In one example, an electrolyser system, which sits between a deionised water storage and a low pressure hydrogen storage, consumes both deionised water and renewable electricity to produce low pressure (up to 30 bar) hydrogen. The electrolyser model utilises the Min() function to find which parameter is the smallest. It looks at available energy, current electrolyser system capacity expressed in terms of power (in kilowatts), available deionised water in the deionised water storage tank divided by water in litres required to produce one kilogram of hydrogen and finally multiplied by the power consumption of the electrolyser expressed in kilowatt-hours per kilogram of hydrogen. This calculation allows expression of available water in terms of energy and allows comparing this parameter with two previous parameters. Another parameter in this Min() function for the electrolyser is a difference between the current weight of hydrogen in low pressure hydrogen storage and a maximum weight of hydrogen that that storage can contain expressed in kilograms of hydrogen, multiplied by the power consumption of electrolyser expressed in kilowatt-hours per kilogram of hydrogen. The applicant has determined that this allows expression of available hydrogen storage capacity in terms of energy and the comparison of it with other parameters in this Min() function. The reason for using the Min() function is that, even if other parameters are allowing the production of more hydrogen, we are restrained by the parameter with the lowest value. For example, if our available energy allows us to produce 1,000 kg of hydrogen theoretically, but there is no deionised water, we will not achieve this production.

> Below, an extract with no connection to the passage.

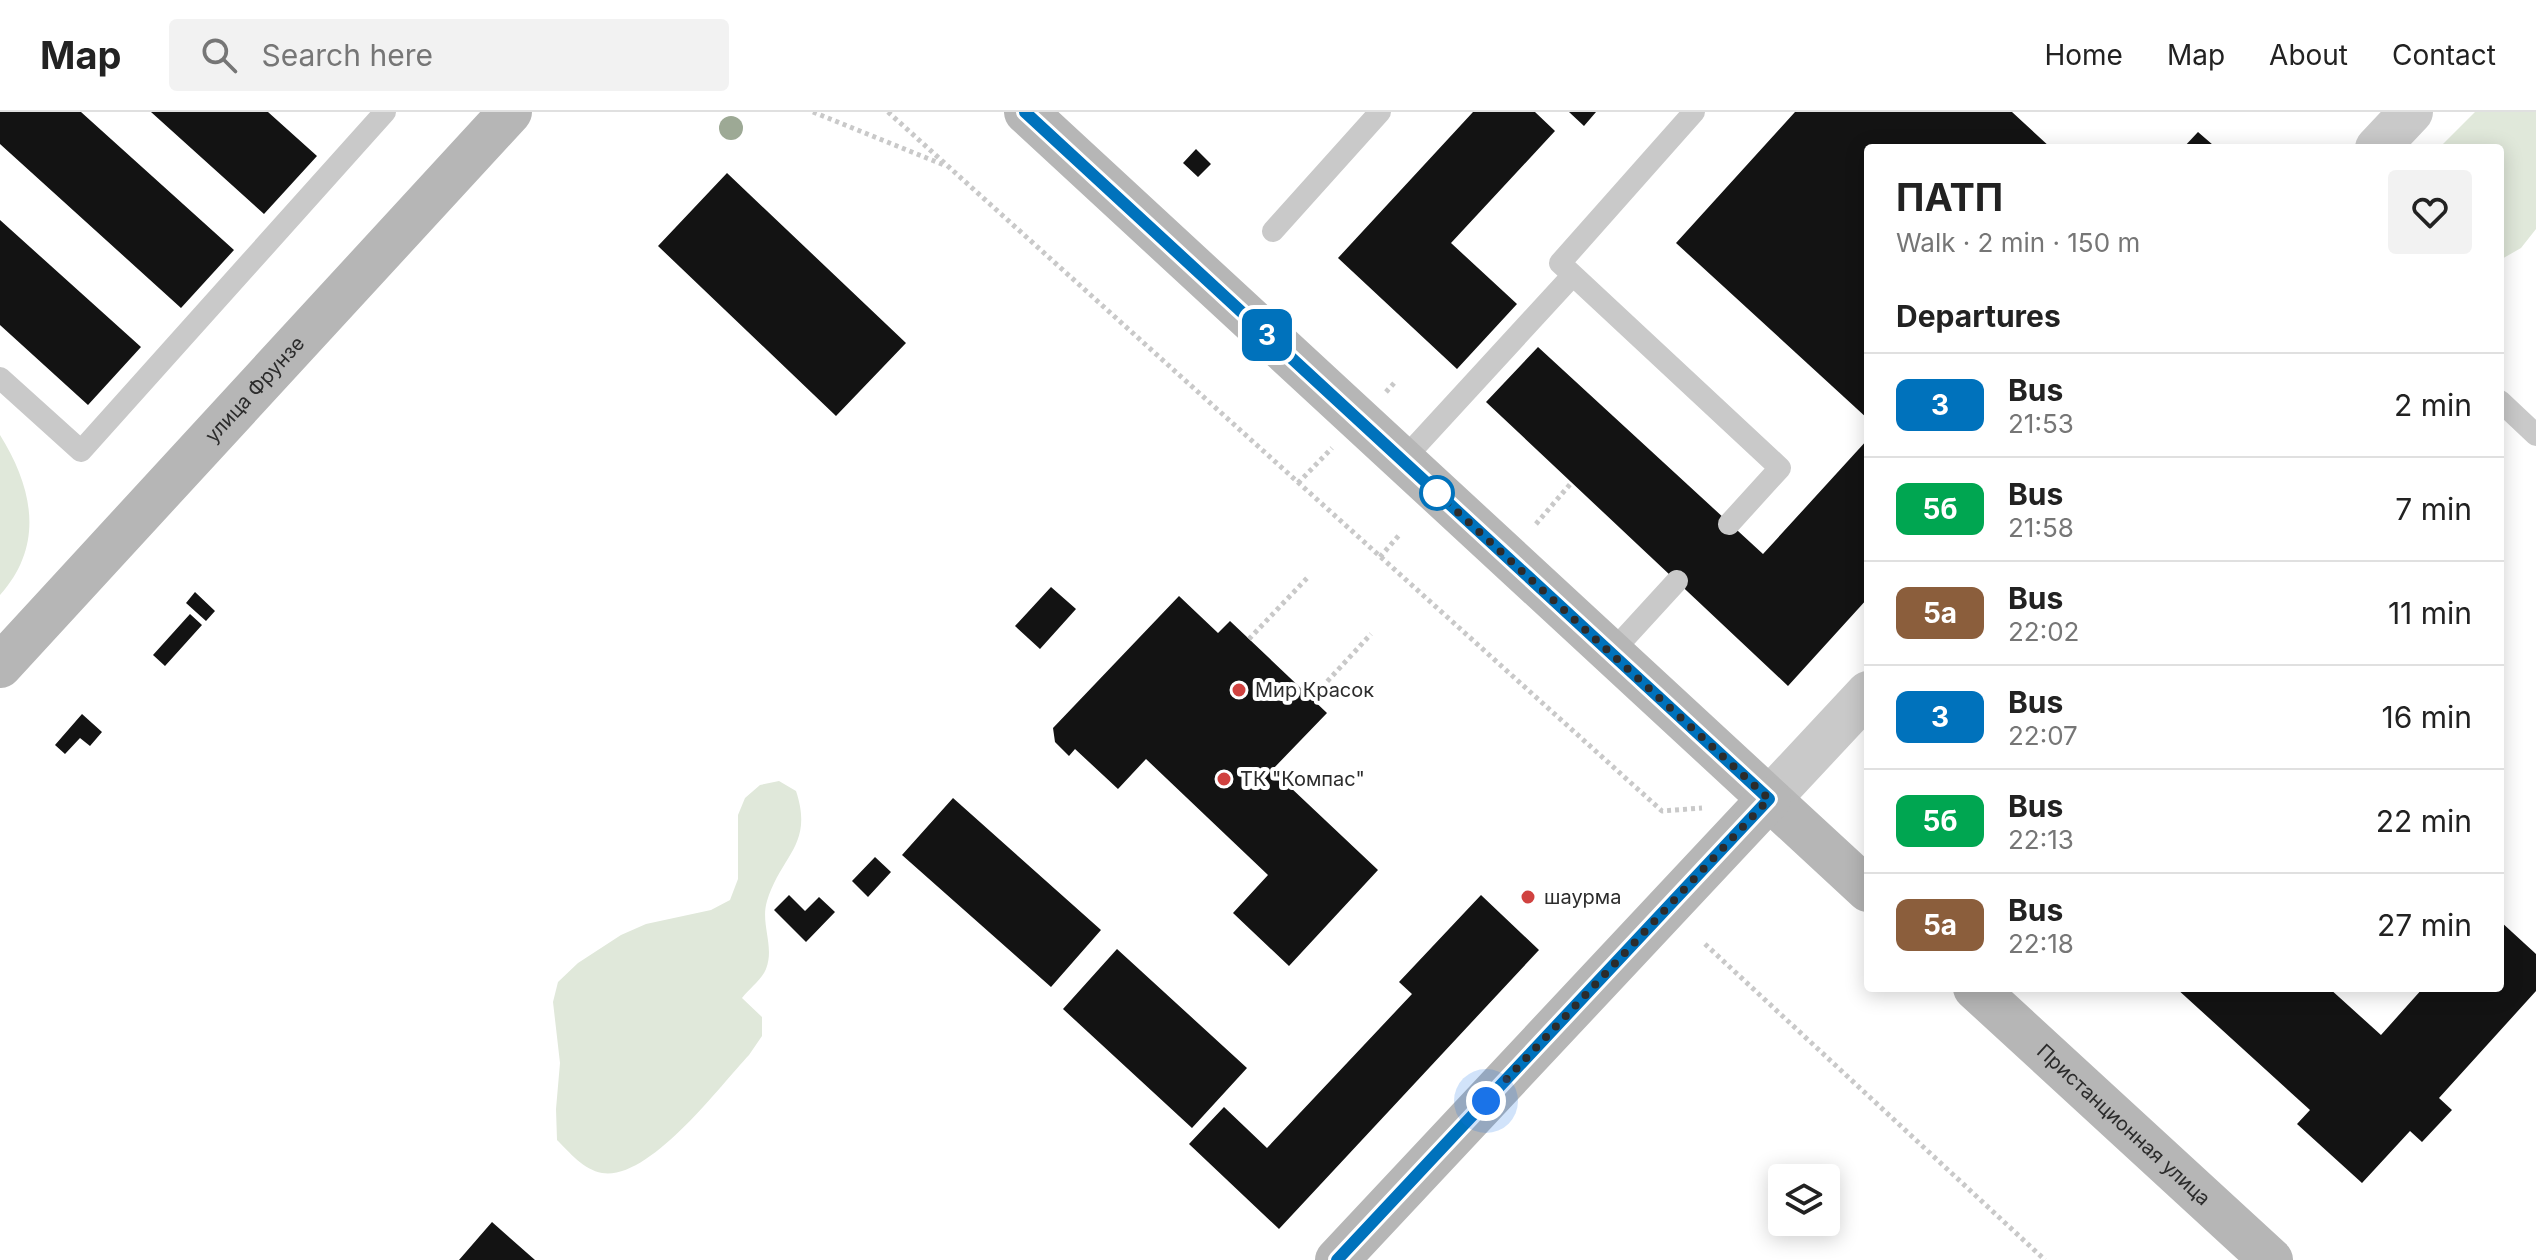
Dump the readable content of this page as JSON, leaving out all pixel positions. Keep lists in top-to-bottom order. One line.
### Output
{"streets":{"main road":["улица Фрунзе","Пристанционная улица"]},"places":["Мир Красок","ТК \"Компас\"","шаурма"],"lines":["bus line 3"],"page":{"header":"Map","search":"Search here","nav":["Home","Map","About","Contact"],"on_map":"3","heading":[["ПАТП","Walk · 2 min · 150 m"],"Departures"],"list":[{"mark":"3","name":"Bus","note":"21:53","value":"2 min"},{"mark":"5б","name":"Bus","note":"21:58","value":"7 min"},{"mark":"5а","name":"Bus","note":"22:02","value":"11 min"},{"mark":"3","name":"Bus","note":"22:07","value":"16 min"},{"mark":"5б","name":"Bus","note":"22:13","value":"22 min"},{"mark":"5а","name":"Bus","note":"22:18","value":"27 min"}]}}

An example Min() function is outlined, as follows:

Electrolyser function = Min(available energy (kWh), electrolyser capacity (kWh/h), available deionised water in water storage (L) divided by water consumption of electrolyser to produce a kilogram of hydrogen (L/kg Eh) and multiplied by the power consumption of electrolyser (kWh/kg Fh), the storage capacity of low pressure hydrogen storage (kg Fh) minus the current weight of hydrogen in the low pressure hydrogen storage (kg Fh) multiplied by the power consumption of electrolyser (kWh/kg Fh))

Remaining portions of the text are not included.